[What is required]
Transcribe the records below word for word, beginning with the first line and stopping after the line that contains "2px #a5a9b0) drop-shadow(0"; pictures are not part of the copy.

Collection entries
☆ ☆ ☆

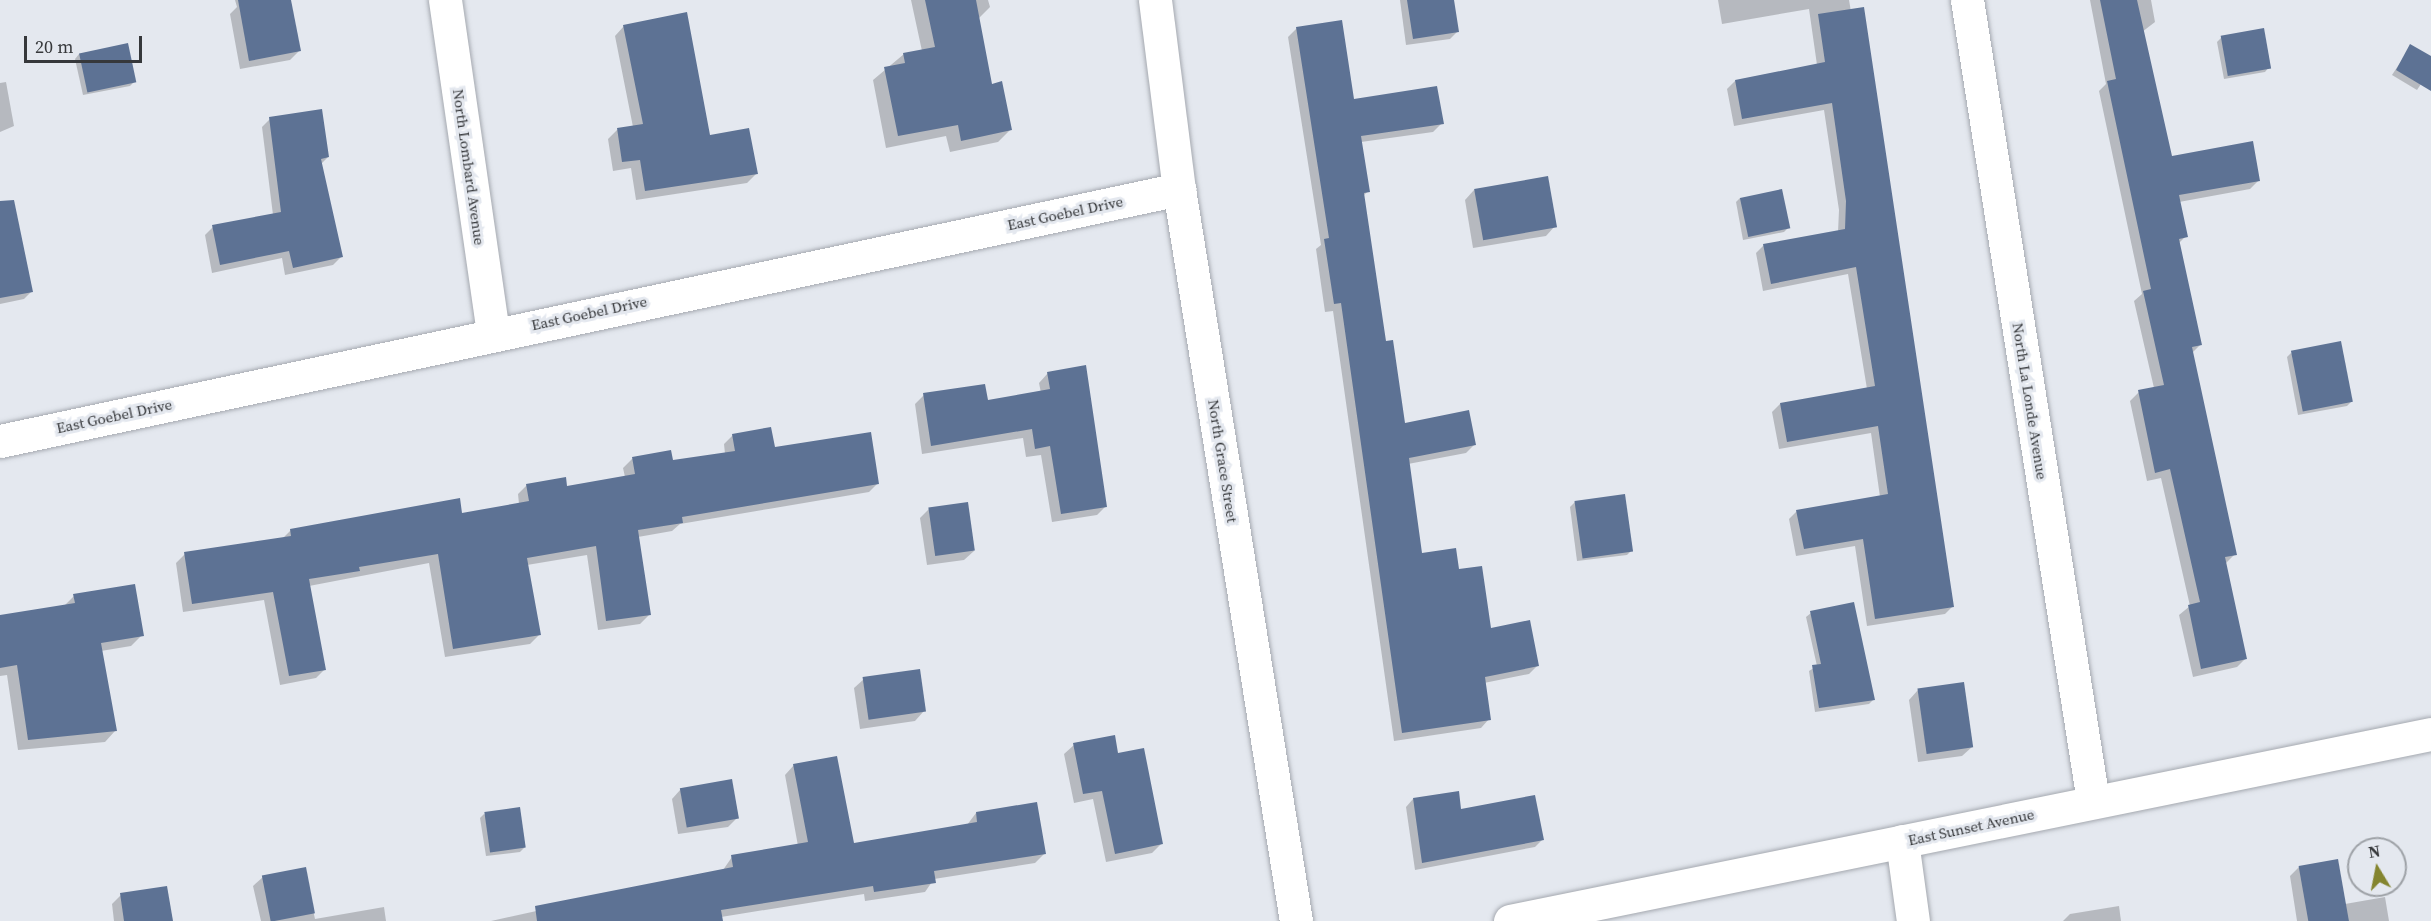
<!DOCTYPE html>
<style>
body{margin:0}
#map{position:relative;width:2431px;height:921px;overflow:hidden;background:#e4e8ef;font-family:"Source Serif 4",serif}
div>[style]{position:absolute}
.shadow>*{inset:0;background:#0003}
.building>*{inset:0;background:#5d7294;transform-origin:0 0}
.roads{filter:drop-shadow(0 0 2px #a5a9b0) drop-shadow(0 0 2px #a5a9b0)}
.street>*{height:33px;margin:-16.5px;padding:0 16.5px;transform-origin:16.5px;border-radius:16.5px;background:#fff}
.secondary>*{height:33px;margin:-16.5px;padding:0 16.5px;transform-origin:16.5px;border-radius:16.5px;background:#fff}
span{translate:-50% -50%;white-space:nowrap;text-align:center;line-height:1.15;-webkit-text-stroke:6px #e4e8ef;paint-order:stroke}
.street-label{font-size:15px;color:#36383b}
.north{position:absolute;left:2347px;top:837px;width:60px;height:60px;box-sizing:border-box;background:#e4e8ef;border:2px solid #9ea2a7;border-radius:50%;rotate:350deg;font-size:16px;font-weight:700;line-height:24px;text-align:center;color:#36383b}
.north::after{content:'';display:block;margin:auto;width:21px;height:27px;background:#84852f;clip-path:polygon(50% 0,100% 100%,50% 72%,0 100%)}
.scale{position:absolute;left:24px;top:36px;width:118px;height:27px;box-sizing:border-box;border:3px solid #36383b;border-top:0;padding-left:8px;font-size:18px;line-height:21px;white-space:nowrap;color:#36383b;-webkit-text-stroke:4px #e4e8ef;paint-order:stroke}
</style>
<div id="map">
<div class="shadow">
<i style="clip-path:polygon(235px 0,290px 0,299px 51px,290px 60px,240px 69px,230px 14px,237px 7px)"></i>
<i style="clip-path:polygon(911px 0,988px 0,990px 7px,978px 19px,990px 86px,1010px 130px,998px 142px,950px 152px,946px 136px,886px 148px,873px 80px,904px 54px,922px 51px)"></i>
<i style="clip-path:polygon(1400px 0,1453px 0,1457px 32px,1450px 39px,1406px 45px)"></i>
<i style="clip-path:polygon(1718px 0,1849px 0,1953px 606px,1945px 614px,1867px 626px,1855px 546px,1796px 556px,1789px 519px,1797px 511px,1880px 497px,1871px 433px,1779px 449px,1772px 412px,1780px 404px,1867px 389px,1848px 274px,1763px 291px,1756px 253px,1764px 245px,1838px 232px,1839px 210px,1824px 110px,1734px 126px,1727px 89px,1735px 81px,1817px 65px,1809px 9px,1722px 24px)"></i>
<i style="clip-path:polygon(2090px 0,2151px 0,2155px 22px,2142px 32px,2171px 158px,2259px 180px,2250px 189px,2179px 202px,2186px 236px,2178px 244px,2201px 344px,2192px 353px,2235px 554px,2225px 564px,2246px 658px,2237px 667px,2193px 677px,2179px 615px,2190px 606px,2161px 478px,2147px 481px,2130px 401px,2139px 392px,2154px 388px,2134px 301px,2142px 294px,2099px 91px,2106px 84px)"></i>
<i style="clip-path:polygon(624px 26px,709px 137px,756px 174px,747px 183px,636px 200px,631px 168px,613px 171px,608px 139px,617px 130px,633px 127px,615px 36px)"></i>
<i style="clip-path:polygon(1297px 28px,1353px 101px,1442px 123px,1433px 132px,1361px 142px,1368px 191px,1363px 196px,1385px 342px,1404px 425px,1474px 445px,1466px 453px,1408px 464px,1421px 555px,1458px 571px,1490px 630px,1538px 665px,1529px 674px,1484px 683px,1489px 719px,1481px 728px,1394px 741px,1333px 311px,1325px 312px,1316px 249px,1321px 245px,1288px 37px)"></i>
<i style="clip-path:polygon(2222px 37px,2269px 67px,2265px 72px,2224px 79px,2217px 42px)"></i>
<i style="clip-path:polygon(126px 45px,134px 82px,130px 86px,83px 95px,75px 59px,79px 54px)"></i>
<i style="clip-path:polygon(2411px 46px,2431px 58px,2431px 69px,2417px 90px,2392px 75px)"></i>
<i style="clip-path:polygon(6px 82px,14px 126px,0 132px,0 83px)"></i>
<i style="clip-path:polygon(270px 119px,328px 157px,321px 164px,341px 257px,333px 265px,285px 275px,282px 258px,212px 273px,205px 235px,213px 227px,273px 215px,262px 127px)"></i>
<i style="clip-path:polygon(1474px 190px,1555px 226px,1546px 236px,1473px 248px,1465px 200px)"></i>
<i style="clip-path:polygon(1740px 198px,1788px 228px,1784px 232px,1743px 240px,1736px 202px)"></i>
<i style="clip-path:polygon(0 209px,32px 291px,24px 299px,0 304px)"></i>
<i style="clip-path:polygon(2291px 353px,2352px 401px,2347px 406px,2298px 415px,2287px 357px)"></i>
<i style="clip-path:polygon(1048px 373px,1106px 506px,1097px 515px,1052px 522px,1041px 455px,1026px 457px,1023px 438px,922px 454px,915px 404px,924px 395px,987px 402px,1041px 393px,1039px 383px)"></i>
<i style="clip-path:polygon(733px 435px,878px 483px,869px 492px,680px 524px,672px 531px,638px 537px,649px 615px,640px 624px,598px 630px,587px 555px,527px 565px,539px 635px,530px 644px,445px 657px,429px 563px,309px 586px,325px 669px,316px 678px,280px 685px,264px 600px,183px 612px,176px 563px,185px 554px,282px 539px,291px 530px,461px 514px,519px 504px,518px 494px,527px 485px,566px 488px,625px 477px,623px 468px,632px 459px,671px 462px,725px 454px,724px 444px)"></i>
<i style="clip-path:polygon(1575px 502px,1631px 551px,1627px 555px,1577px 561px,1570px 507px)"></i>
<i style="clip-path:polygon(929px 509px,974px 551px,964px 560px,927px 565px,920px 518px)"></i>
<i style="clip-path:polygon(74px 596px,142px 635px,131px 646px,101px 651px,115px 731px,105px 742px,18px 750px,7px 675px,0 676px,0 616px,64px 606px)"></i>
<i style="clip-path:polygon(1811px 613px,1873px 700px,1869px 704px,1815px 712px,1809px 671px,1817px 666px,1806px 617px)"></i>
<i style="clip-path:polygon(864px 679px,924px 711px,915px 721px,860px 729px,854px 688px)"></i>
<i style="clip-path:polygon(1918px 690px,1972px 747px,1962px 756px,1918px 762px,1909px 700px)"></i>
<i style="clip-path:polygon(1074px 745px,1117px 755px,1161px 844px,1152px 853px,1106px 862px,1093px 799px,1074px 803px,1064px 754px)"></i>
<i style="clip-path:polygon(794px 765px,852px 844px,967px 825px,976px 813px,1044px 854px,1035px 863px,934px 879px,925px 892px,865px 901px,864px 894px,721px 917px,721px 921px,491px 921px,723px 870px,732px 857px,798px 846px,785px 775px)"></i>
<i style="clip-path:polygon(681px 789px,737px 818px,728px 827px,678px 834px,672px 799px)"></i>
<i style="clip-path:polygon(1413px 799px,1460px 811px,1542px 840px,1535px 847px,1415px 870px,1406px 807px)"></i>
<i style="clip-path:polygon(484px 814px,525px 847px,520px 852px,486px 856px,480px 818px)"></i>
<i style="clip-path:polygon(2299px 867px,2345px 904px,2385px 897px,2389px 921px,2297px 921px,2290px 876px)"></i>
<i style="clip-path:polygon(304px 868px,315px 919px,384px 907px,386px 921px,261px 921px,253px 886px,263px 877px)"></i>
<i style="clip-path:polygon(121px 895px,171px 921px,114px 921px,112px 904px)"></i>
<i style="clip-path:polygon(2119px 906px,2121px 921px,2063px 921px,2070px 914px)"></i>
</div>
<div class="building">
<i style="clip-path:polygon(238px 0,291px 0,301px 51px,249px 61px)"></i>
<i style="clip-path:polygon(925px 0,976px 0,992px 84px,1002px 81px,1012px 130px,961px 141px,958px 125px,898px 136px,884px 67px,905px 63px,903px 53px,935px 47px)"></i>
<i style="clip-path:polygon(1407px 0,1454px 0,1459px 32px,1413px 39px)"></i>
<i style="clip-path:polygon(2100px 0,2137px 0,2172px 156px,2253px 141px,2260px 181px,2179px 195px,2188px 237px,2179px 239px,2202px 345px,2192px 347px,2237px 555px,2225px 557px,2247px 659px,2201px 669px,2188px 605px,2200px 602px,2170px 469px,2155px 473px,2138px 390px,2164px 385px,2143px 291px,2151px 289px,2107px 81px,2116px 79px)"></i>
<i style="clip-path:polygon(1864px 7px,1954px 607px,1875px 619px,1863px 539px,1804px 549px,1796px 510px,1888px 494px,1878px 426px,1787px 442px,1780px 403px,1875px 386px,1856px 267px,1771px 284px,1763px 244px,1845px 229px,1846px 201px,1832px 103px,1742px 119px,1735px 80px,1825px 62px,1818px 14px)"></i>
<i style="clip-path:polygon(687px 12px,710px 135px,749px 128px,758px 174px,645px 191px,640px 160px,622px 162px,617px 128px,643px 124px,623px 25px)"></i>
<i style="clip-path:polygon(1342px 20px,1354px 99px,1437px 86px,1444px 124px,1361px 136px,1370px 192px,1364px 193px,1386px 341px,1393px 340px,1405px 423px,1469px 410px,1476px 445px,1409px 458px,1422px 553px,1456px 548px,1459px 569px,1482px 566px,1491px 628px,1530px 620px,1539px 666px,1485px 677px,1491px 720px,1402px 733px,1341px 303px,1334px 304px,1324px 239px,1329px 238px,1296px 27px)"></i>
<i style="left:2264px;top:28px;width:41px;height:44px;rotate:80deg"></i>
<i style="left:128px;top:43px;width:40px;height:50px;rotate:78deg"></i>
<i style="clip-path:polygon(2410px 44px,2431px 56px,2431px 91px,2396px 70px)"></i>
<i style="clip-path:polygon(322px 109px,329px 157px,321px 159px,343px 257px,293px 268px,289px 251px,220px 265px,212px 225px,281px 212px,269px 117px)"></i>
<i style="left:1548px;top:176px;width:52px;height:75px;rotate:80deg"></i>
<i style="left:1782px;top:189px;width:40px;height:43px;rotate:78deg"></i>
<i style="clip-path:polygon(14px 200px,33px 292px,0 298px,0 201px)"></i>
<i style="left:2341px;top:341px;width:62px;height:51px;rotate:79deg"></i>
<i style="clip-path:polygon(1086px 365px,1107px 507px,1061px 514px,1050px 446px,1035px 449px,1032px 429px,931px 446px,923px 393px,985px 384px,988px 400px,1050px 389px,1047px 372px)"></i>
<i style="clip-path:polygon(771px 427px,775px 447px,871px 432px,879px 484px,682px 517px,683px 523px,638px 530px,651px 615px,606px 621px,596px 546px,527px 558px,541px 635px,453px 649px,438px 554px,359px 567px,360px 571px,309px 579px,326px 670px,289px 676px,273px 592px,192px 604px,184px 552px,291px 536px,290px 529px,460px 498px,462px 513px,529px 501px,526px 484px,566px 477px,567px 486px,635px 474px,632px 457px,671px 450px,673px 460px,735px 451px,732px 434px)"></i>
<i style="left:1625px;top:494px;width:58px;height:51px;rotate:82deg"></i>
<i style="left:968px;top:502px;width:49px;height:40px;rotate:82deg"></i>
<i style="clip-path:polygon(135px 584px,144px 636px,101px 643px,117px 731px,28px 740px,17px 665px,0 668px,0 615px,75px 603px,73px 594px)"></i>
<i style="clip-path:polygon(1854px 602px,1875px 700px,1819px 708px,1812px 665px,1821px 664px,1810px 611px)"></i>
<i style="left:920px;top:669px;width:43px;height:58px;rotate:82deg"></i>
<i style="left:1964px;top:682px;width:66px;height:47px;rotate:82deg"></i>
<i style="clip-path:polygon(1115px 735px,1118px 753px,1144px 748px,1163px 844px,1115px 854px,1102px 791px,1083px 794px,1073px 743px)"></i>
<i style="clip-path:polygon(837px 756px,854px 843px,977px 822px,976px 812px,1037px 802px,1046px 854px,934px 871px,936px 883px,874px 892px,873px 886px,721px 910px,723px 921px,537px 921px,535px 906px,733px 867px,731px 855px,808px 842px,793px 764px)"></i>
<i style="left:732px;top:779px;width:40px;height:53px;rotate:80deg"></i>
<i style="clip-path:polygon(1459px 791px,1461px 809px,1535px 795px,1544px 840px,1422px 863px,1413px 798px)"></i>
<i style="left:520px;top:807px;width:41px;height:36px;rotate:82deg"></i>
<i style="left:2338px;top:859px;width:63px;height:40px;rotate:80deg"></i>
<i style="left:306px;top:867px;width:47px;height:45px;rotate:79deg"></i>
<i style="clip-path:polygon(167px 886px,173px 921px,124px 921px,120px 893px)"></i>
</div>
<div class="roads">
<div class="street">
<i style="left:445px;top:0;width:336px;rotate:81.8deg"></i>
<i style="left:1967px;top:0;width:811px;rotate:81.06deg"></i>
<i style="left:0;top:441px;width:1206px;rotate:-12.06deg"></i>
<i style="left:1902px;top:841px;width:81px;rotate:82.2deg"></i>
<i style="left:1510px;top:921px;width:940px;rotate:-11.48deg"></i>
</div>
<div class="secondary">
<i style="left:1155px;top:0;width:191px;rotate:82.8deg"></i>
<i style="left:1179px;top:189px;width:741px;rotate:80.92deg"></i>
</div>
</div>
<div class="street-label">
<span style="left:469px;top:167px;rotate:82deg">North Lombard Avenue</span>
<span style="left:1065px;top:213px;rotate:-12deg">East Goebel Drive</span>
<span style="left:589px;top:313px;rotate:-12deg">East Goebel Drive</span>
<span style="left:2030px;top:401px;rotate:81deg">North La Londe Avenue</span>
<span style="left:114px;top:416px;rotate:-12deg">East Goebel Drive</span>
<span style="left:1223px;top:461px;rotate:81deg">North Grace Street</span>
<span style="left:1971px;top:827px;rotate:-12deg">East Sunset Avenue</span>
</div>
<div class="north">N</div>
<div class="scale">20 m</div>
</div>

☆ ☆ ☆

[Solution]
<!DOCTYPE html>
<style>
body{margin:0}
#map{position:relative;width:2431px;height:921px;overflow:hidden;background:#e4e8ef;font-family:"Source Serif 4",serif}
div>[style]{position:absolute}
.shadow>*{inset:0;background:#0003}
.building>*{inset:0;background:#5d7294;transform-origin:0 0}
.roads{filter:drop-shadow(0 0 2px #a5a9b0) drop-shadow(0 0 2px #a5a9b0)}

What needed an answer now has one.